Introduction
The following report describes the workflow for calculation of indicator 11.7.1 within the framework of the GEOSTAT 3 project, work package 2, by Statistics Sweden. The test comprises two different concepts:
- The first concept is based on a complementary indicator approach, not following the UN Habitat metadata description, measuring;
a. the share of the built-up area of cities that is open green space for public use and
b. the share of the population with access to green areas within 200 meters from place of permanent dwelling.
- The second concept is aligned with the approach outlined in the UN Habitat metadata description but uses partially other data sources than described in the metadata document.

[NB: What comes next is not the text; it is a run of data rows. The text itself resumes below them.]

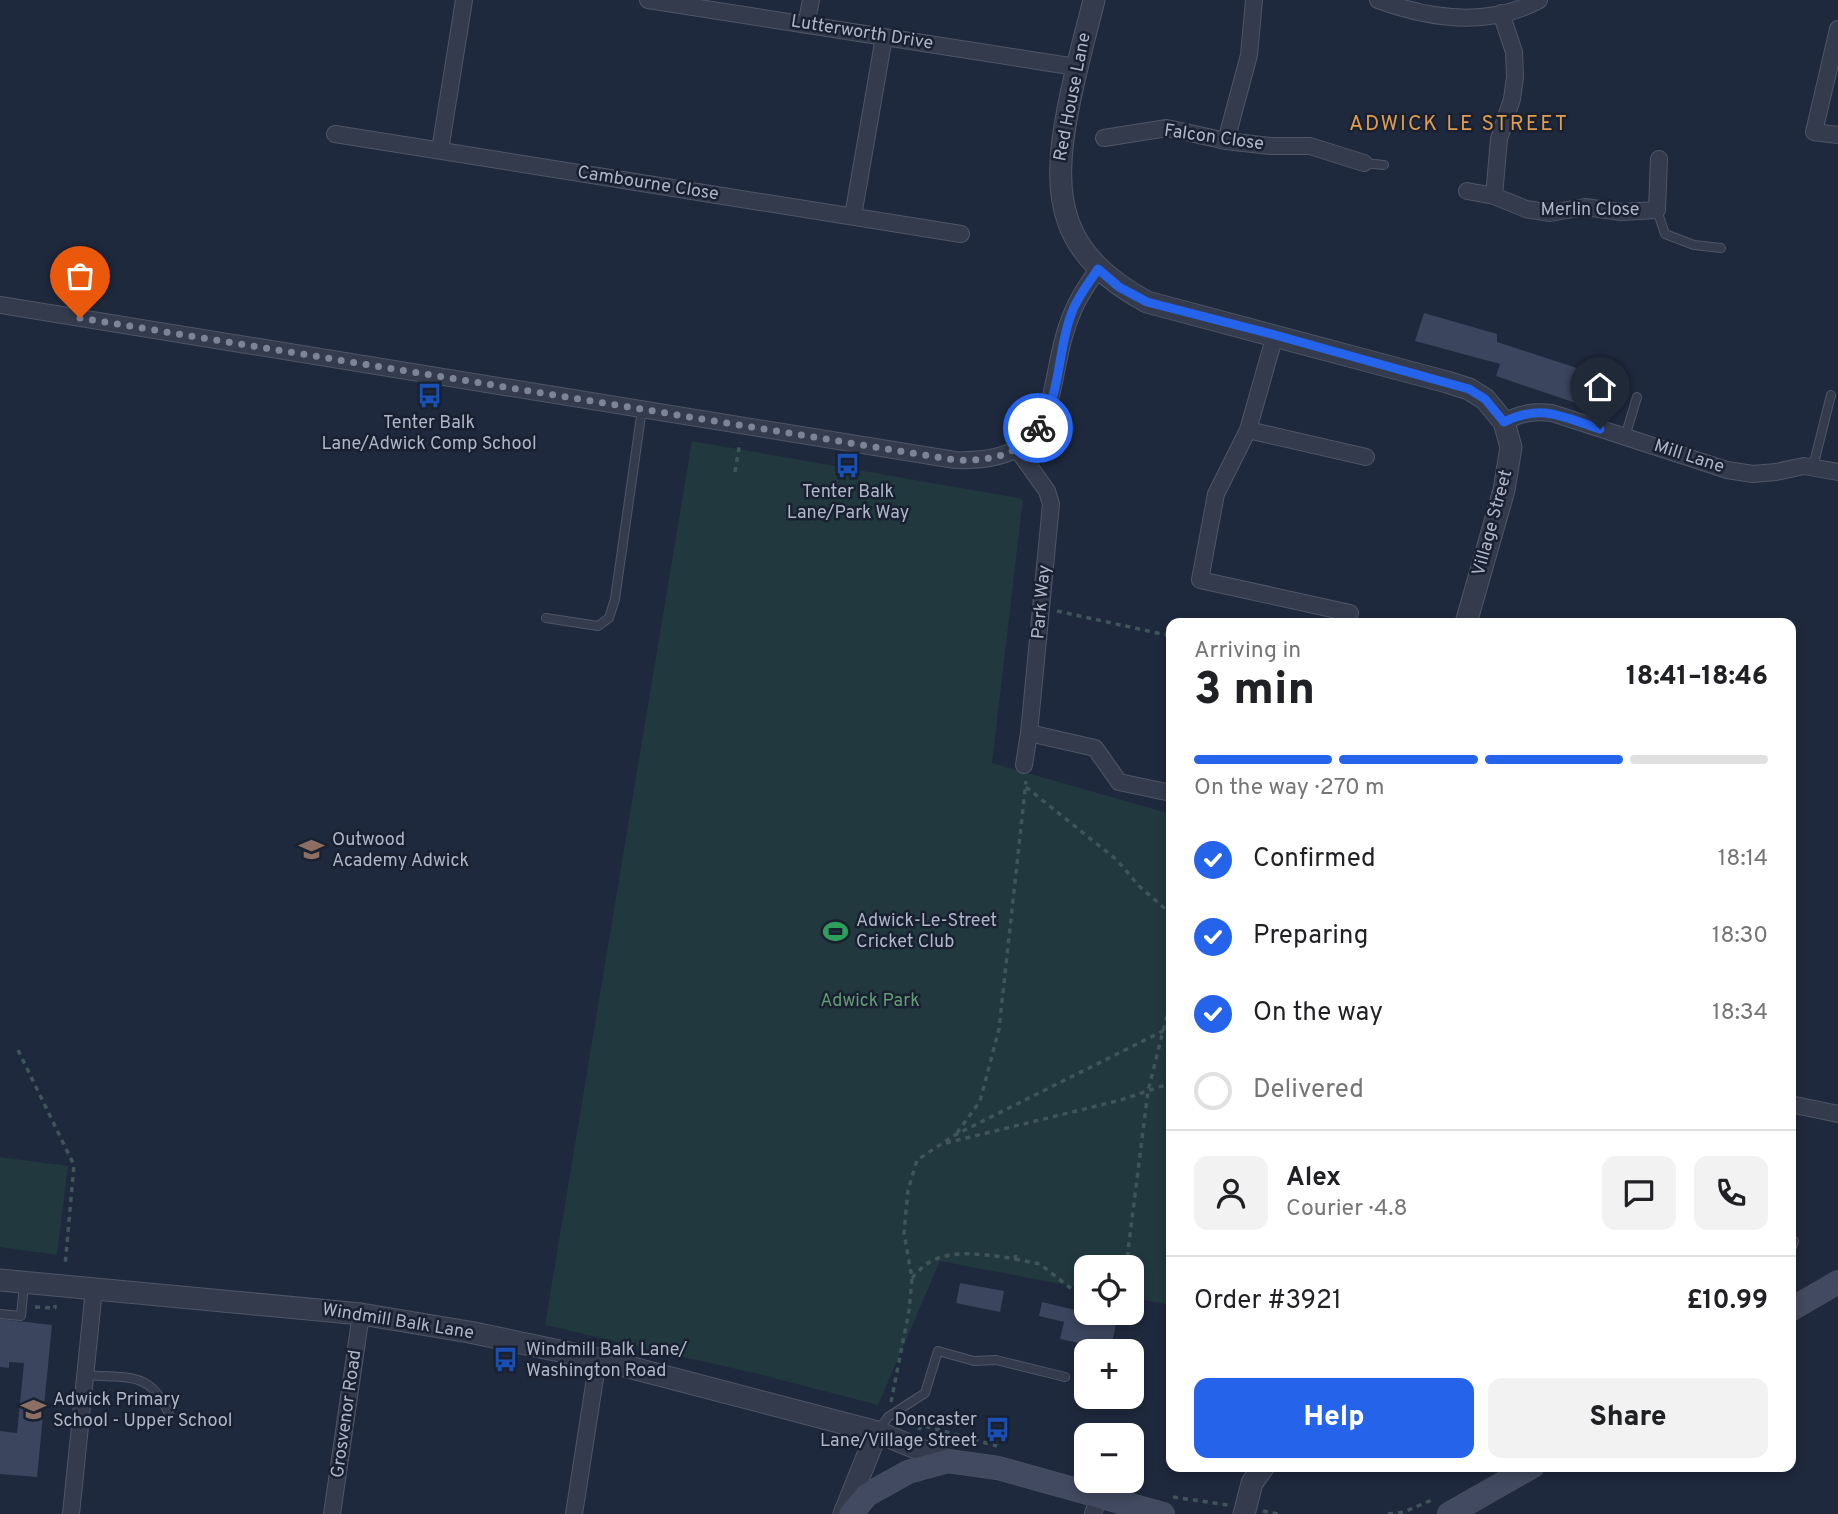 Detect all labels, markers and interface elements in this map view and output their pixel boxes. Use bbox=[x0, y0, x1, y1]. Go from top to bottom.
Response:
street label: Lutterworth Drive bbox=[789, 10, 935, 56]
street label: Red House Lane bbox=[1049, 31, 1097, 163]
district label: ADWICK LE STREET bbox=[1349, 111, 1569, 138]
street label: Falcon Close bbox=[1163, 120, 1265, 156]
street label: Cambourne Close bbox=[576, 161, 720, 207]
street label: Merlin Close bbox=[1540, 199, 1640, 222]
pin bbox=[50, 246, 110, 318]
icon: bag bbox=[61, 257, 99, 295]
pin bbox=[1570, 357, 1630, 429]
icon: home bbox=[1581, 368, 1619, 406]
bus stop icon: Tenter Balk Lane/Adwick Comp School bbox=[415, 382, 443, 410]
courier bbox=[1003, 393, 1073, 463]
icon: bike bbox=[1019, 409, 1057, 447]
place label: Tenter Balk Lane/Adwick Comp School bbox=[321, 412, 537, 456]
street label: Mill Lane bbox=[1651, 435, 1727, 479]
bus stop icon: Tenter Balk Lane/Park Way bbox=[834, 451, 862, 479]
street label: Village Street bbox=[1468, 467, 1518, 579]
place label: Tenter Balk Lane/Park Way bbox=[787, 481, 909, 525]
street label: Park Way bbox=[1027, 564, 1057, 640]
text: Arriving in bbox=[1194, 637, 1301, 666]
text: 18:41–18:46 bbox=[1626, 661, 1768, 694]
text: 3 min bbox=[1194, 662, 1315, 721]
text: On the way · 270 m bbox=[1194, 774, 1385, 803]
place label: Outwood Academy Adwick bbox=[332, 829, 469, 873]
school or university icon: Outwood Academy Adwick bbox=[298, 836, 326, 864]
icon: check bbox=[1194, 841, 1232, 879]
text: Confirmed bbox=[1253, 843, 1376, 876]
text: 18:14 bbox=[1718, 845, 1768, 874]
place label: Adwick-Le-Street Cricket Club bbox=[856, 910, 997, 954]
sports icon: Adwick-Le-Street Cricket Club bbox=[822, 917, 850, 945]
icon: check bbox=[1194, 918, 1232, 956]
text: Preparing bbox=[1253, 920, 1368, 953]
text: 18:30 bbox=[1712, 922, 1768, 951]
park label: Adwick Park bbox=[820, 990, 920, 1013]
icon: check bbox=[1194, 995, 1232, 1033]
text: On the way bbox=[1253, 997, 1383, 1030]
text: 18:34 bbox=[1712, 999, 1768, 1028]
text: Delivered bbox=[1253, 1074, 1364, 1107]
button: person bbox=[1194, 1156, 1268, 1230]
button: chat bbox=[1602, 1156, 1676, 1230]
button: phone bbox=[1694, 1156, 1768, 1230]
text: Alex bbox=[1286, 1162, 1341, 1195]
text: Courier · 4.8 bbox=[1286, 1195, 1407, 1224]
map controls bbox=[1074, 1255, 1144, 1493]
button: locate bbox=[1074, 1255, 1144, 1325]
text: Order #3921 bbox=[1194, 1285, 1342, 1318]
text: £10.99 bbox=[1687, 1285, 1768, 1318]
street label: Windmill Balk Lane bbox=[320, 1299, 476, 1345]
place label: Windmill Balk Lane/ Washington Road bbox=[526, 1339, 688, 1383]
button: + bbox=[1074, 1339, 1144, 1409]
bus stop icon: Windmill Balk Lane/ Washington Road bbox=[492, 1346, 520, 1374]
street label: Grosvenor Road bbox=[327, 1348, 367, 1480]
button: Help bbox=[1194, 1378, 1474, 1458]
button: Share bbox=[1488, 1378, 1768, 1458]
place label: Adwick Primary School - Upper School bbox=[53, 1389, 233, 1433]
school or university icon: Adwick Primary School - Upper School bbox=[19, 1396, 47, 1424]
place label: Doncaster Lane/Village Street bbox=[820, 1409, 977, 1453]
bus stop icon: Doncaster Lane/Village Street bbox=[983, 1416, 1011, 1444]
button: − bbox=[1074, 1423, 1144, 1493]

Both concepts use national data.
Data status
The following data sources have been used to test both concepts:
- Geographic delimitation of urban areas (‘localities’) following established national methodology, produced by Statistics Sweden. Data on localities is national authoritative data available under open data licenses. Data for the year 2010 has been used.
- Population data from the Population register geocoded to address point location. In Sweden, the Population register is based on administrative data from the national population registry, which can be geo-enabled by use of geocoded authoritative address and/or building data (INSPIRE conformant) from the NMCA (Lantmäteriet). Population data is available on annual basis, hence geocoded population can be obtained for any point of time. Data for the year 2010 has been used.
- EO data (multispectral SPOT 5, 10 m resolution) classified with segmentation and per pixel algorithms to produce an urban land cover map. EO based classification is enriched with data on building and street footprint.
- Cadastral parcels (polygons) from the authoritative National Cadastral Map provided by the NMCA.
- Iinformation from the Tax Assessment Register regarding ownership and type of Real Property for each individual Cadastral parcel. By means of parcel ID, information can be linked to features from the Cadastral Map. Data is provided from the National Tax Administration.
- Topographic features (polygons) from the authoritative National Cadastral Map, such as airports, quarries, cemeteries, allotment gardens etc, provided by the NMCA.
- Building features (polygons) from the authoritative National Cadastral Map provided by the NMCA.
- Parcels with arable land and pasture from the LPIS. Authoritative geospatial data is provided by the Swedish Board of Agriculture.
- Street network from the authoritative National Road Database provided by the National Transport Administration.
Processes
The steps to calculate the indicator comprised six different phases in total. Some of the phases are identical with other indicators (such as 11.2.1) described separately. Most phases are also the same for both of the two concepts being tested. The differences occur only in the final stages of the calculation.
a) Geocoding population data
Population geocoded to the level of physical addresses are needed to calculate accurate figures for proximity to green areas. The national population register at Statistics Sweden includes references to address, dwelling ID and Real property ID at unit record level (e.g. at the level of each individual). Data is collected by the Tax administration and transferred on daily basis to Statistics Sweden. Hence, geo-enabling population to address location is quite straightforward and can be deployed for any point in time using the authoritative address register from the NMCA. A copy of the address register is kept in Statistics Sweden and the location of each address is stored with point-geometries in the “Geobase”, which is a set of SQL-databases used for geocoding of unit record data in Statistics Sweden. Unit record data with population data linked to address location is served as a data warehouse internally, for use in SQL server or in desktop GIS software. The data warehouse comprise information about the address location (geometry), age and sex of each individual.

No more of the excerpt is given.